My panel is a simple solar panel without a regulator. If you visit Amazon and search for "150 watt solar panel" you will see half a dozen similar panels. I asked ETI to install a general purpose wire porthole so I connect my solar panel and run various phone and radio wires from inside to outside. The sturdy and beautiful frame you see was designed by myself and welded together by a local welder.

I wired up a connector directly to the existing solar charge controller which at the time was installed under the seat on the passenger side of the trailer. I am hearing that the newer trailers may have moved the solar controller. Fortunately for me my solar controller is just a couple of feet away from the porthole so I used comparatively thin wire for those couple of feet. The main run of wire attached to the panel is 40 feet of 6 gauge. I'll attach a photo of the porthole and the connectors. The 50 amp connectors are overkill for the typical 10 amps you get from a solar panel but are big enough to accept the 6 gauge wire and are big enough for my fat fingers to grip.
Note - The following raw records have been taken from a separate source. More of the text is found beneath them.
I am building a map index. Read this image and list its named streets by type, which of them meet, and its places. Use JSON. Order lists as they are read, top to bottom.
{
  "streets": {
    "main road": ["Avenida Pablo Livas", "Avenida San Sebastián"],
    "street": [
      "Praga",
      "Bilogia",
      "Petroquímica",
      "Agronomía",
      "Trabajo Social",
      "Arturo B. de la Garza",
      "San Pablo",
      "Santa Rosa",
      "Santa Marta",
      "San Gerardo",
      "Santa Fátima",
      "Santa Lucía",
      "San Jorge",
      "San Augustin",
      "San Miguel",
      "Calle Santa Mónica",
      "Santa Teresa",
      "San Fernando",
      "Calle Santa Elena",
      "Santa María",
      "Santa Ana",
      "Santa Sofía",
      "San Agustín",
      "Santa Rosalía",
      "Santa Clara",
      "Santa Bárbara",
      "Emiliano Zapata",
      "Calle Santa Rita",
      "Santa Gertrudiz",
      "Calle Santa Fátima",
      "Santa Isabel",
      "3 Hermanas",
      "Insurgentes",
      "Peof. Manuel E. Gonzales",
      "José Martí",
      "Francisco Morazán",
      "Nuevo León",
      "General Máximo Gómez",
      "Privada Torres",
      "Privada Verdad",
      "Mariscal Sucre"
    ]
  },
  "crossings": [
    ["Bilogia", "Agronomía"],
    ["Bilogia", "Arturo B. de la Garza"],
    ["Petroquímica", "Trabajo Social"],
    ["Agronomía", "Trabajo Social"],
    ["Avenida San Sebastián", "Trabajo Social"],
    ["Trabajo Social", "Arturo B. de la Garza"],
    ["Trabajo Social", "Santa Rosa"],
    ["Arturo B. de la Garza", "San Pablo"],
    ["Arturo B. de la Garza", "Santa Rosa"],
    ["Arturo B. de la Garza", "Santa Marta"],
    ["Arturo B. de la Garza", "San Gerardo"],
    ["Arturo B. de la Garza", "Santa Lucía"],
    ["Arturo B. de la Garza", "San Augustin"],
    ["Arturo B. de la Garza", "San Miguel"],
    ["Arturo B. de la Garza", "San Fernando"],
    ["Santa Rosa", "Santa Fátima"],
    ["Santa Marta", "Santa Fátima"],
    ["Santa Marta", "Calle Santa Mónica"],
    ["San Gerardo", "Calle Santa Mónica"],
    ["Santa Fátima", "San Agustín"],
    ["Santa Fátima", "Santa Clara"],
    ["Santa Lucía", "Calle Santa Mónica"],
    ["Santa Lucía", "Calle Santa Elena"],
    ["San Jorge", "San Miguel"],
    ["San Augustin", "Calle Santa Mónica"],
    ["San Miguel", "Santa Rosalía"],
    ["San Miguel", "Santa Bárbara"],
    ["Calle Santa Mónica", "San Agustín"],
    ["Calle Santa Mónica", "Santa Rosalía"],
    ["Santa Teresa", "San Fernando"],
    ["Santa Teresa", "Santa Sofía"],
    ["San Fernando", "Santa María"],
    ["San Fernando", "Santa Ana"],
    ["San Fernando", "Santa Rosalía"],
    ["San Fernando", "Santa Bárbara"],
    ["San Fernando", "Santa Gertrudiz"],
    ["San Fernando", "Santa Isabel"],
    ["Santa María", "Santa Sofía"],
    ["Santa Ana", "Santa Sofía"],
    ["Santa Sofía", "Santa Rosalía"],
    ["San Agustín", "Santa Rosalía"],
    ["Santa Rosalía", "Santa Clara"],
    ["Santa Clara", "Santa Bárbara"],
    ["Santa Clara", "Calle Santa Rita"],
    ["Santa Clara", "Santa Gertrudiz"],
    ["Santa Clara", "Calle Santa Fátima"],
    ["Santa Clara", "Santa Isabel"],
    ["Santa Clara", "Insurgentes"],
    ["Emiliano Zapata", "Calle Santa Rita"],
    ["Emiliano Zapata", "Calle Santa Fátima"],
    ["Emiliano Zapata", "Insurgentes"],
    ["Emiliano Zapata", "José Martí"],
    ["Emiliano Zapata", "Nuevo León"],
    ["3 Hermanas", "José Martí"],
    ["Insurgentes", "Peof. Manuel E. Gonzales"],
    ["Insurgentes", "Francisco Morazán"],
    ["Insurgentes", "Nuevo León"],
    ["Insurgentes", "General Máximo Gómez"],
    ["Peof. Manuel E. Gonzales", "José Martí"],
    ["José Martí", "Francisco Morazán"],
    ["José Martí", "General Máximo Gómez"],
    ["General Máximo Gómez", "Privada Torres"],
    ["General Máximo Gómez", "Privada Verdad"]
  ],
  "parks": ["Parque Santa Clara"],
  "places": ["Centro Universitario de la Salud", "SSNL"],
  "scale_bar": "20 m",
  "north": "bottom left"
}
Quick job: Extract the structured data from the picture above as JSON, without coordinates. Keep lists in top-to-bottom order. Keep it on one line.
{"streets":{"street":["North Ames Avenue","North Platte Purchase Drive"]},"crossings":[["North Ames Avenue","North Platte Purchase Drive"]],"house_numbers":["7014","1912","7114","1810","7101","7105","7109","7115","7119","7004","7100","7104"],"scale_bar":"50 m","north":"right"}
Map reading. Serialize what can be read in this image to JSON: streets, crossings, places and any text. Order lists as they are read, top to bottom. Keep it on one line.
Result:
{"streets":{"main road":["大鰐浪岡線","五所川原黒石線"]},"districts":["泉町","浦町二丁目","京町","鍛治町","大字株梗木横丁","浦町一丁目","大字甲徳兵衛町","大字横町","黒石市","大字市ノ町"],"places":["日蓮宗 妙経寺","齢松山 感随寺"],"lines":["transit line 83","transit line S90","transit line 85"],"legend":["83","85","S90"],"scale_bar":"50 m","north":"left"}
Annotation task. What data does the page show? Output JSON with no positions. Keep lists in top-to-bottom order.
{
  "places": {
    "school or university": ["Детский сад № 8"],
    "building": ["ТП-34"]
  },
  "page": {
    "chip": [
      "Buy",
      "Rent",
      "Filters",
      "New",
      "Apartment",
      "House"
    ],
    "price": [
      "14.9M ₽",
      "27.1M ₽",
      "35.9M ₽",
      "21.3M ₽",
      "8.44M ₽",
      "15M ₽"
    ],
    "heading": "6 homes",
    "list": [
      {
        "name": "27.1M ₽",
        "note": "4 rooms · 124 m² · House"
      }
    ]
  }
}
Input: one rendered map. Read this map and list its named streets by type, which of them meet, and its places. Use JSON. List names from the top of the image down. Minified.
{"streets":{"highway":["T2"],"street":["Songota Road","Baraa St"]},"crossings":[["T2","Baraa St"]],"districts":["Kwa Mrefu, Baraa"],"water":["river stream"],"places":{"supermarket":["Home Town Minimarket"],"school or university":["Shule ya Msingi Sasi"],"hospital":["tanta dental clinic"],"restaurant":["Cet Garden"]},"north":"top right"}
A final comment that not everyone will agree on. If for some reason you do not get the solar package offered by ETI you will not have a controller. And if you get a simple panel like mine you will not have a controller. This is really not a big deal if you are willing to check the battery voltage one or twice a day when the sun is shining. Your dual 6V batteries will be difficult to overcharge if you are using a normal amount of battery power. (Normal = lights, fans, radio, etc) In effect you become the controller. On the other hand if you go to bed early and hardly use any power then don't bother charging every day. Again, you are doing the controlling. Just a thought...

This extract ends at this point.